Above, we take advantage of the existence of /proc/cmdline by scanning it for a kernel boot variable that we created ourselves, called wrapper. If wrapper=nodevfs appears among the kernel boot options, then the script knows not to enabled devfs. However, if this variable doesn't appear in /proc/cmdline, then our wrapper will proceed with devfs initialization. The moral of this story is that you can easily disable devfs by booting with the wrapper=nodevfs kernel boot option. If you do, the devfs variable will be set to no; otherwise, it'll be yes.

Wrapping it up

Here's the rest of the wrapper:

if [ "$devfs" = "yes" ]
then
 if [ -e /dev/.devfsd ] 
 then
	clear
	echo
	echo "The init wrapper has detected that /dev has been automatically mounted by"
	echo "the kernel. This will prevent devfs from automatically saving and"
	echo "restoring device permissions. While not optimal, your system will still"
	echo "be able to boot, but any perm/ownership changes or creation of new compat."
	echo "device nodes will not be persistent across reboots until you fix this"
	echo "problem."
	echo
	echo "Fortunately, the fix for this problem is quite simple; all you need to"
	echo "do is pass the \"devfs=nomount\" boot option to the kernel (via GRUB"
	echo "or LILO) the next time you boot.  Then /dev will not be auto-mounted."
	echo "The next time you compile your kernel, be sure that you do not"
	echo "enable the \"Automatically mount filesystem at boot\" devfs kernel"
	echo "configuration option.  Then the \"devfs=nomount\" hack will no longer be"
	echo "needed."
	echo
     read -t 15 -p "(hit Enter to continue or wait 15 seconds...)" 
 else	
	mount -n /dev /dev-state -o bind
	mount -n -t devfs none /dev
	if [ -d /dev-state/compat ]
	then
			echo Copying devices from /dev-state/compat to /dev
			cp -ax /dev-state/compat/* /dev
	fi
 fi
 /sbin/devfsd /dev >/dev/null 2>&1;
fi 

exec /sbin/init.system $*

We now arrive at a large conditional statement that only executes if devfs is set to yes. If this isn't the case, devfs initialization is skipped completely and devfs doesn't even get mounted. This will result in a traditional non-devfs boot.
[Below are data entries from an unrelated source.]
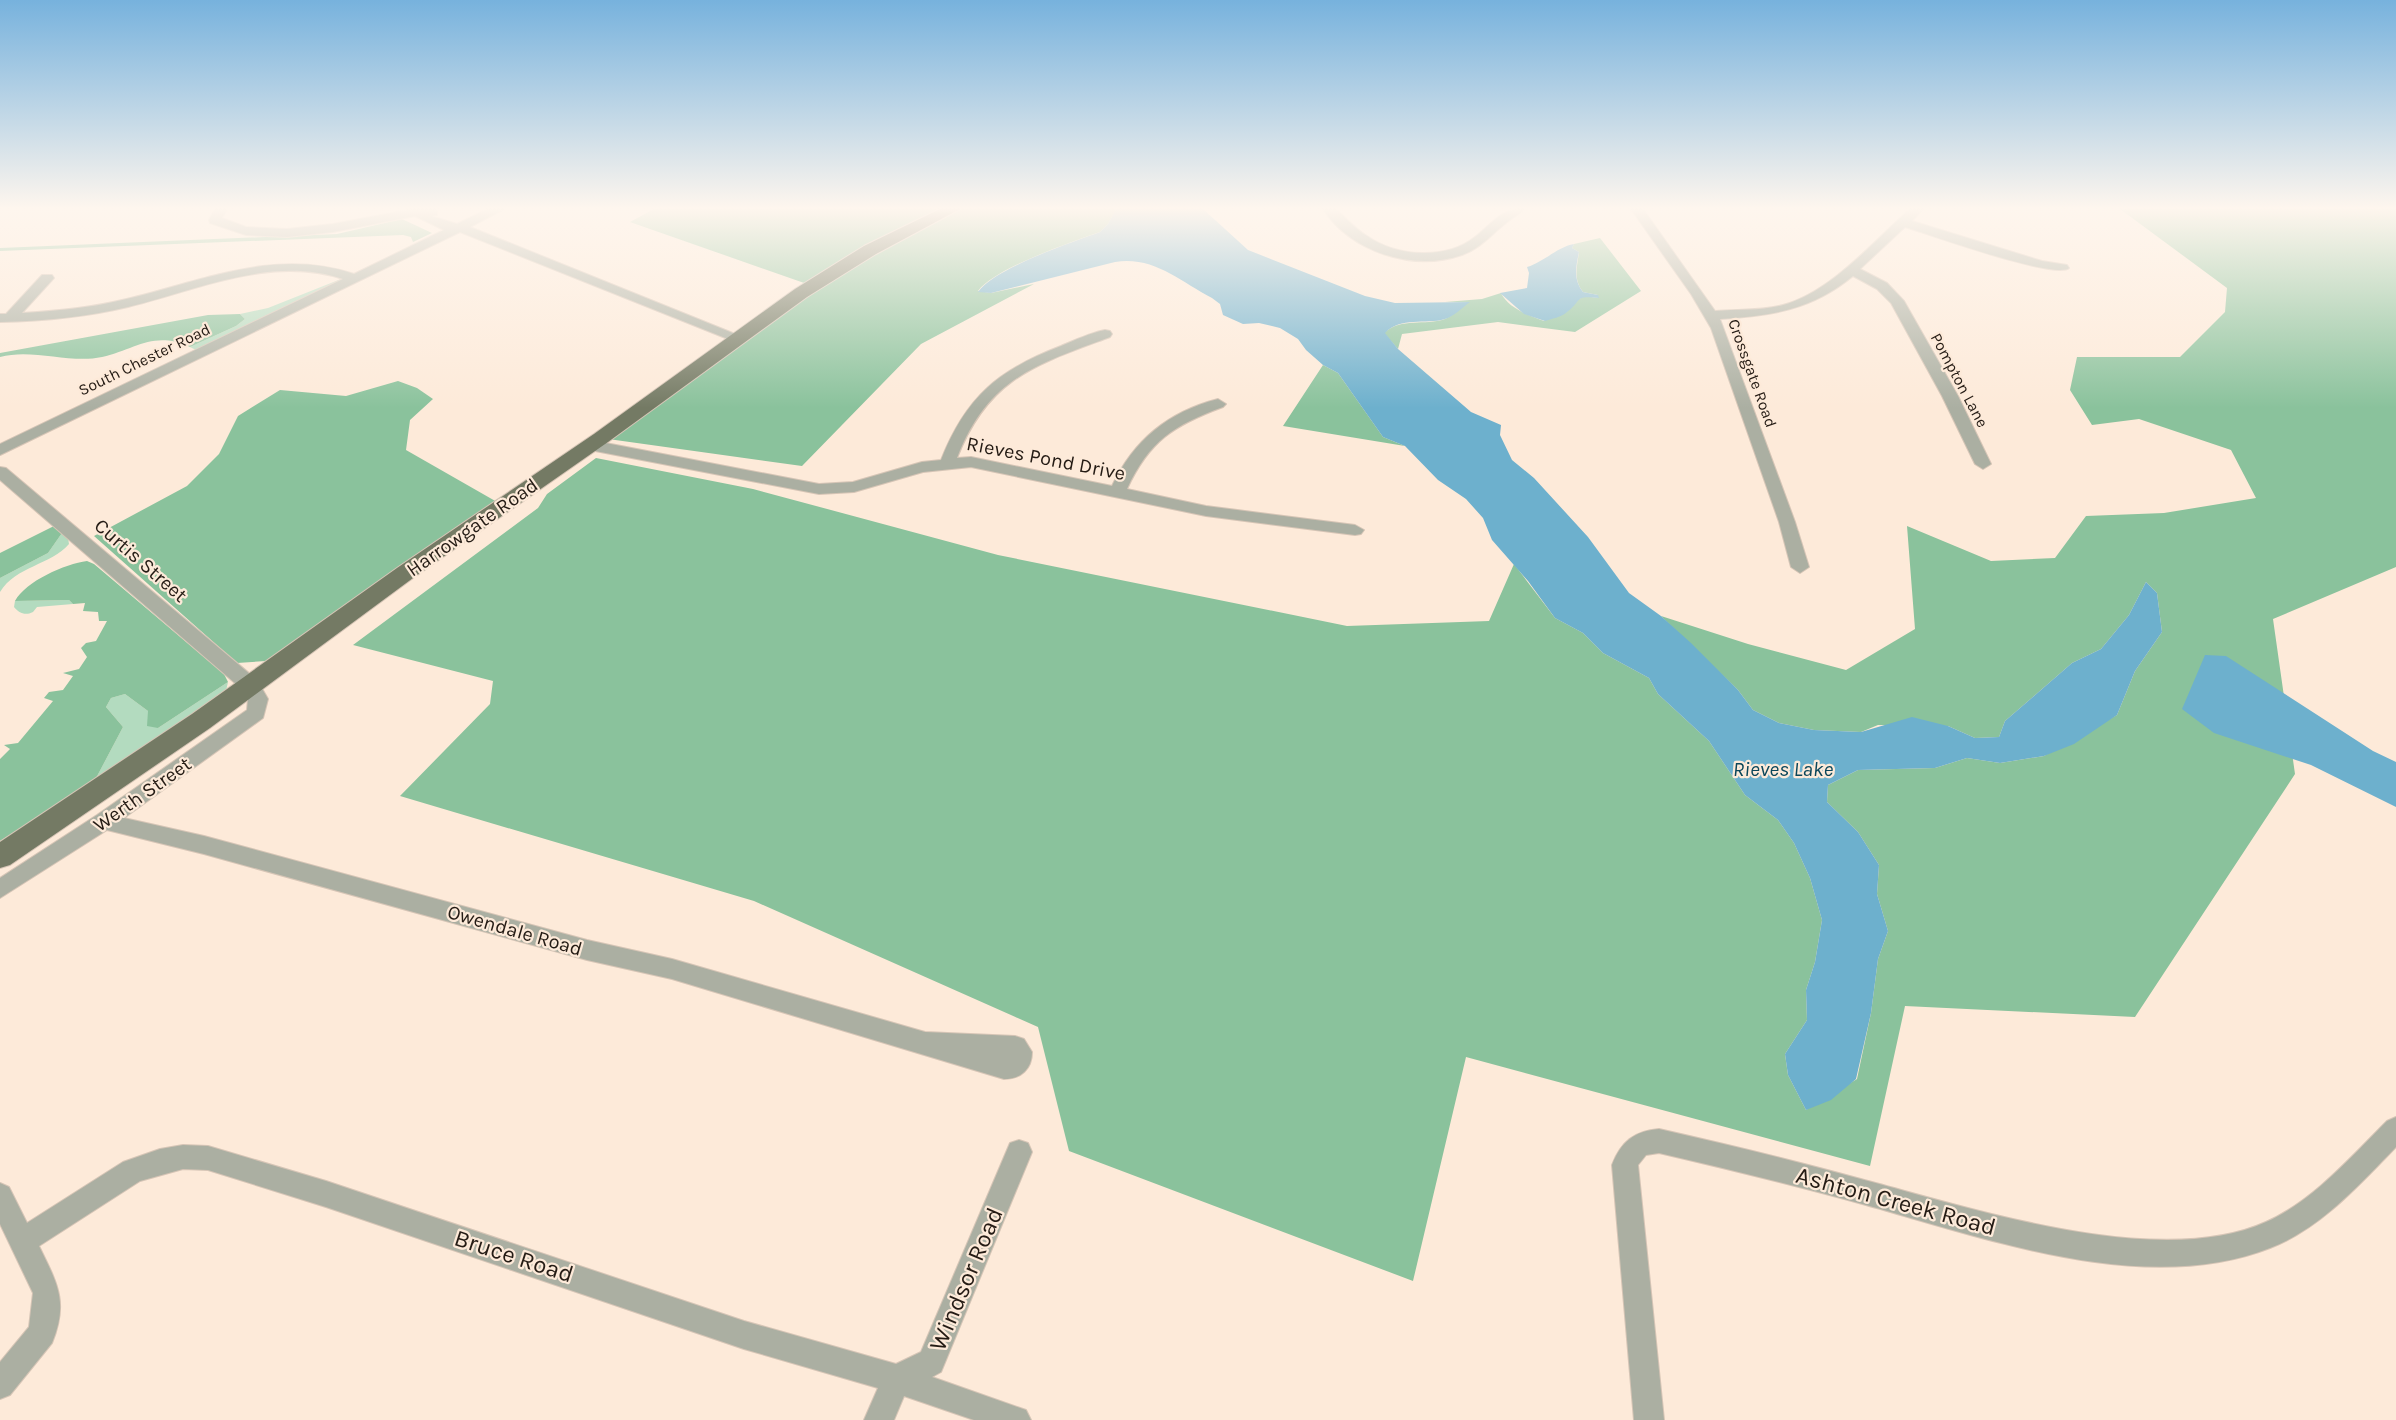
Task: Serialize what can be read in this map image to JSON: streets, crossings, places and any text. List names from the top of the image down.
{
  "streets": {
    "main road": ["Harrowgate Road"],
    "street": [
      "South Chester Road",
      "Crossgate Road",
      "Pompton Lane",
      "Rieves Pond Drive",
      "Curtis Street",
      "Werth Street",
      "Owendale Road",
      "Ashton Creek Road",
      "Bruce Road",
      "Windsor Road"
    ]
  },
  "crossings": [
    ["Rieves Pond Drive", "Harrowgate Road"],
    ["Harrowgate Road", "Curtis Street"],
    ["Harrowgate Road", "Werth Street"],
    ["Curtis Street", "Werth Street"],
    ["Werth Street", "Owendale Road"],
    ["Bruce Road", "Windsor Road"]
  ],
  "water": ["Rieves Lake"]
}
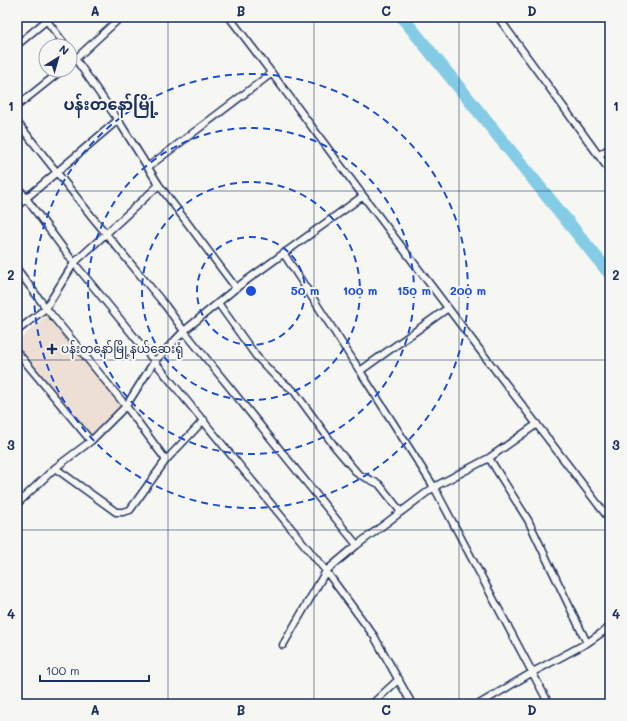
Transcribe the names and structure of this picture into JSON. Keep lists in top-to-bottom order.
{
  "districts": ["ပန်းတနော်မြို့"],
  "places": {
    "health": ["ပန်းတနော်မြို့နယ်ဆေးရုံ"]
  },
  "scale_bar": "100 m",
  "north": "top right",
  "grid": {
    "columns": [
      "A",
      "B",
      "C",
      "D"
    ],
    "rows": [
      "1",
      "2",
      "3",
      "4"
    ]
  },
  "rings": [
    "50 m",
    "100 m",
    "150 m",
    "200 m"
  ]
}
However, if we are setting up devfs then we dive inside the conditional. Inside, we check to see if devfs has already been mounted by the kernel; we do this by checking to see if the /dev/.devfsd character device exists. When devfs is mounted, this device is automatically created by the kernel, and our future devfsd process will use it to communicate with the kernel. If devfs is already mounted (because the user selected the "Automatically mount devfs at boot" kernel option), we print out an informational message letting the user know that we won't be able to set up the persistence features of devfs, since we can only do that if devfs has not been mounted by the kernel.

Device persistence

However, if everything is OK, we perform the devfs setup that I covered at the end of my last article: /dev is bind-mounted to /dev-state and a devfs filesystem is mounted at /dev. Then, we perform a step that I didn't mention last article; we check for the existence of a /dev-state/compat directory and recursively copy its contents to /dev. While this procedure may seem a bit redundant at first (we're going to be taking advantage of devfsd's device persistence features, aren't we?) it turns out to be necessary and useful. The reason why we need a compat directory is that devfsd's persistence features only work with devfs-enabled drivers.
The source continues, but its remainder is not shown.